What the task requires -
If a line in the data below holds the word "names", copy it.

Material for the task -
- - - - - - -

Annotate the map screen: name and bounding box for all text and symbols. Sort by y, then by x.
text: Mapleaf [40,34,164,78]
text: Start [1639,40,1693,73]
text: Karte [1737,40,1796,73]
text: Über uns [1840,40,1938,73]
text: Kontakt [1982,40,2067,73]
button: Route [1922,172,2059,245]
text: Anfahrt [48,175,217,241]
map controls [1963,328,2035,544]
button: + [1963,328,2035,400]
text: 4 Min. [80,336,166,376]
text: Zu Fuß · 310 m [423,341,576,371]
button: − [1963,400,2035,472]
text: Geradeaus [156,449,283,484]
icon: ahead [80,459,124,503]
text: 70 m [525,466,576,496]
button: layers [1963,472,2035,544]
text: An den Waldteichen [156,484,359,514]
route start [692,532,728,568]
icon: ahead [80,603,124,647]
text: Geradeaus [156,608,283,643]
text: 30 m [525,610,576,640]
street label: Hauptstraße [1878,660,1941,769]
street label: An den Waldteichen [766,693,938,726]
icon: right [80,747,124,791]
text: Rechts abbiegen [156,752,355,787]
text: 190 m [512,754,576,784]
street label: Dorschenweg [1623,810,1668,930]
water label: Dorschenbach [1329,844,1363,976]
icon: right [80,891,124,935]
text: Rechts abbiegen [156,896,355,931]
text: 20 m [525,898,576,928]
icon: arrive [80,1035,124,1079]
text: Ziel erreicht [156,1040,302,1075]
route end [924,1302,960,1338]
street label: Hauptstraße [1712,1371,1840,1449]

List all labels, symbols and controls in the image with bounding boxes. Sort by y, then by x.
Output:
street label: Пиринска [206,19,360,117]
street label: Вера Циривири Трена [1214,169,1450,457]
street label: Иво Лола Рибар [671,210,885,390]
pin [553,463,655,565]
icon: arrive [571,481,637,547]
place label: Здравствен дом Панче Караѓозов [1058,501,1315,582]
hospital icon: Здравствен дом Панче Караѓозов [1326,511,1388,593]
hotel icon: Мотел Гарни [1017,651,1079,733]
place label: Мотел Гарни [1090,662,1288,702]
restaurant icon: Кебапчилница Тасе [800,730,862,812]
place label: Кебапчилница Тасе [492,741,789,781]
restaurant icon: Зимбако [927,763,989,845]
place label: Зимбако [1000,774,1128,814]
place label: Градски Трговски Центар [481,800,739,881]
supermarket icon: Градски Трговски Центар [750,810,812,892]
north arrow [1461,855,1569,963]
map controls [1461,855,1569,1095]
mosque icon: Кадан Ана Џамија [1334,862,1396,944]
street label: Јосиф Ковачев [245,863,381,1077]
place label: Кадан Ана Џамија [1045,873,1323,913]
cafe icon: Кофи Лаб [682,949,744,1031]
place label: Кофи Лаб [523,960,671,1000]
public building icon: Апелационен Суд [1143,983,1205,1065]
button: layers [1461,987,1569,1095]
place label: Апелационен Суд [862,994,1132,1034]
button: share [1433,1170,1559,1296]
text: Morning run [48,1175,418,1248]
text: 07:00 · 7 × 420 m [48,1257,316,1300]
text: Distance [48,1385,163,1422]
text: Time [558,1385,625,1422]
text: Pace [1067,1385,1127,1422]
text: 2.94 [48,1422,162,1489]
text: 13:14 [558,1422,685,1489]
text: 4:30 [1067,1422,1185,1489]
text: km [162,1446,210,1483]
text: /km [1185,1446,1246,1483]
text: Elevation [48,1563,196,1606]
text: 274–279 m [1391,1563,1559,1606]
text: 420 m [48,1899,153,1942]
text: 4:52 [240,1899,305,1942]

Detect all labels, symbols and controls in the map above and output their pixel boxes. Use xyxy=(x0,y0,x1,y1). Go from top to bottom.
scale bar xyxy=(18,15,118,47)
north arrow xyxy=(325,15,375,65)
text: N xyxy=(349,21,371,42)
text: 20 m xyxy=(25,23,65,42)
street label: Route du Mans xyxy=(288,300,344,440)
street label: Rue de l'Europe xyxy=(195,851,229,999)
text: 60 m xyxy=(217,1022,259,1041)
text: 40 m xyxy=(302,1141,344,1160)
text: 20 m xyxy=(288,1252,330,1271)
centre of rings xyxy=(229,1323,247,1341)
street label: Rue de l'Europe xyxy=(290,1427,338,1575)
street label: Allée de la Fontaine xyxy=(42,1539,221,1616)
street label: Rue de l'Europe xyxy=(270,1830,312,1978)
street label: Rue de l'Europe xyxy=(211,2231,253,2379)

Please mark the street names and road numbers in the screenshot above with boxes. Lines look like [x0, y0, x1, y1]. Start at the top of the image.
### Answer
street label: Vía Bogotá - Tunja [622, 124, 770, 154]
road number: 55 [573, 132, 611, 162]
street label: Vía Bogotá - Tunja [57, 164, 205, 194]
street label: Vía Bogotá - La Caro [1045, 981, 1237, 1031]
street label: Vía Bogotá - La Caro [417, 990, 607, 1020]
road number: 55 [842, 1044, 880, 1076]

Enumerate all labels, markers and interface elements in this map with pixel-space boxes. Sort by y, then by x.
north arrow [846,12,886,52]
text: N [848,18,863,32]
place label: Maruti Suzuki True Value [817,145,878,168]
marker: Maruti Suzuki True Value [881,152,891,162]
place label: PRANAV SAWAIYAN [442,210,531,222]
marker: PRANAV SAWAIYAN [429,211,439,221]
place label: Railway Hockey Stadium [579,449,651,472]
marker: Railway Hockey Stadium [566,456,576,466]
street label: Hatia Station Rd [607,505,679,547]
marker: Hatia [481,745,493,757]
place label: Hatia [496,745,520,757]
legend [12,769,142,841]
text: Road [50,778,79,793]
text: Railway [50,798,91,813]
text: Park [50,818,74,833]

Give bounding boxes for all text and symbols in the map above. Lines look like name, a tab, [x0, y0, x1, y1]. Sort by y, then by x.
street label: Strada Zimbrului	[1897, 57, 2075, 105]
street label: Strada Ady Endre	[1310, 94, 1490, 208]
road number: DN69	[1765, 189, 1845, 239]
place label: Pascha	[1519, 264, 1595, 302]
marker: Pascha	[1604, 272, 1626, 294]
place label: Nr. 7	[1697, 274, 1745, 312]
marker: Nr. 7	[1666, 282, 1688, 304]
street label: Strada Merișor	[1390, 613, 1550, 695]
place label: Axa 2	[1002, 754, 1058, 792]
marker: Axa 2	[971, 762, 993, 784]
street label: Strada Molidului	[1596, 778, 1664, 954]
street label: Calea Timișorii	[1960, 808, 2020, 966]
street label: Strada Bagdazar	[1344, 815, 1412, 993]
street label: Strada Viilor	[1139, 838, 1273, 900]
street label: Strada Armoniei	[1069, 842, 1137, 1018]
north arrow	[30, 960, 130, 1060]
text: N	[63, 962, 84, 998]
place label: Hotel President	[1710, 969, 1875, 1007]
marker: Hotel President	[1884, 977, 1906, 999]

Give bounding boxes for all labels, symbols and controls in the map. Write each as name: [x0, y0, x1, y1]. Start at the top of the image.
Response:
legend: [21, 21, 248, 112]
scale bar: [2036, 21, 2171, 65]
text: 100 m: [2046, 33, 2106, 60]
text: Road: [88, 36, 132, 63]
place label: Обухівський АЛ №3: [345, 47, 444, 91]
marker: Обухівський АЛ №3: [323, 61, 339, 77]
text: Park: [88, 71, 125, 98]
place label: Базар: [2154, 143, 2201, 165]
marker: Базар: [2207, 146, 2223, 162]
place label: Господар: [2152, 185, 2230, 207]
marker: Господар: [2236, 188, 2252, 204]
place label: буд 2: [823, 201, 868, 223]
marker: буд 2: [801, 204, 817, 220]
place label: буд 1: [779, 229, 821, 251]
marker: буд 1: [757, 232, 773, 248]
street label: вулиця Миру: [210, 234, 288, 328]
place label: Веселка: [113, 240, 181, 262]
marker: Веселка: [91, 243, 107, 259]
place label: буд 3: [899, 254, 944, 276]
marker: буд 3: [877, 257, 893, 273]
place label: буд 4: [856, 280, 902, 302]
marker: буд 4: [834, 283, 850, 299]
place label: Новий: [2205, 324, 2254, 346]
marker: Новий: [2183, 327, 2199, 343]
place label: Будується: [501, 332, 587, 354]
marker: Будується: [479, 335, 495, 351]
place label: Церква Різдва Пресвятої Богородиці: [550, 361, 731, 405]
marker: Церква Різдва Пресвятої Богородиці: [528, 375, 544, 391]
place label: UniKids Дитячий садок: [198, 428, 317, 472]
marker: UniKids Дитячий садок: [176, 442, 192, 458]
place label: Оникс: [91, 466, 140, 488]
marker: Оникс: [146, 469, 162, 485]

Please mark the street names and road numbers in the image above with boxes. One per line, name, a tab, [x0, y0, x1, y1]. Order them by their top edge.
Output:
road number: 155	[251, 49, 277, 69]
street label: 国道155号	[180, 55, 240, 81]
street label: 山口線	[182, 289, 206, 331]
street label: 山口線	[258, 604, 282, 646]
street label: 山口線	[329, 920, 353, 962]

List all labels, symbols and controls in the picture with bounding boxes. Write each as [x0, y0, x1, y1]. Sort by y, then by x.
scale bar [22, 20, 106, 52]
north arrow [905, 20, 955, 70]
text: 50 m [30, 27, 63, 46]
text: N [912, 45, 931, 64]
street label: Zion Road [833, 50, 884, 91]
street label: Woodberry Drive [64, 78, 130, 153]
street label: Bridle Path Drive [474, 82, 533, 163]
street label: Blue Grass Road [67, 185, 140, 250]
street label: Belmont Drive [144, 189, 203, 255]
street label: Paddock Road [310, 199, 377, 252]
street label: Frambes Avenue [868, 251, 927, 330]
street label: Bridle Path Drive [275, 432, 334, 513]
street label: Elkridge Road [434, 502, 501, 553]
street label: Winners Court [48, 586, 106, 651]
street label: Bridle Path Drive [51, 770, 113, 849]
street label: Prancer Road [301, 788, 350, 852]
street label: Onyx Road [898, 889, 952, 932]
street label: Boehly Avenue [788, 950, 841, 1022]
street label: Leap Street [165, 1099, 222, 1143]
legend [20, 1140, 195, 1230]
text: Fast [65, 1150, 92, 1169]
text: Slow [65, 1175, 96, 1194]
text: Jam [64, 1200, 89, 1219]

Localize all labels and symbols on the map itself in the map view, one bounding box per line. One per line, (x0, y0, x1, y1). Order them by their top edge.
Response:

- - - - - - -

Final answer -
Please mark the street names and road numbers in the screenshot above with boxes. Lines look like [x0, y0, x1, y1]. Start at the top of the image.
Please mark the street names and road numbers in the image above with boxes. One per line, name, a tab, [x0, y0, x1, y1]. Order them by their top edge.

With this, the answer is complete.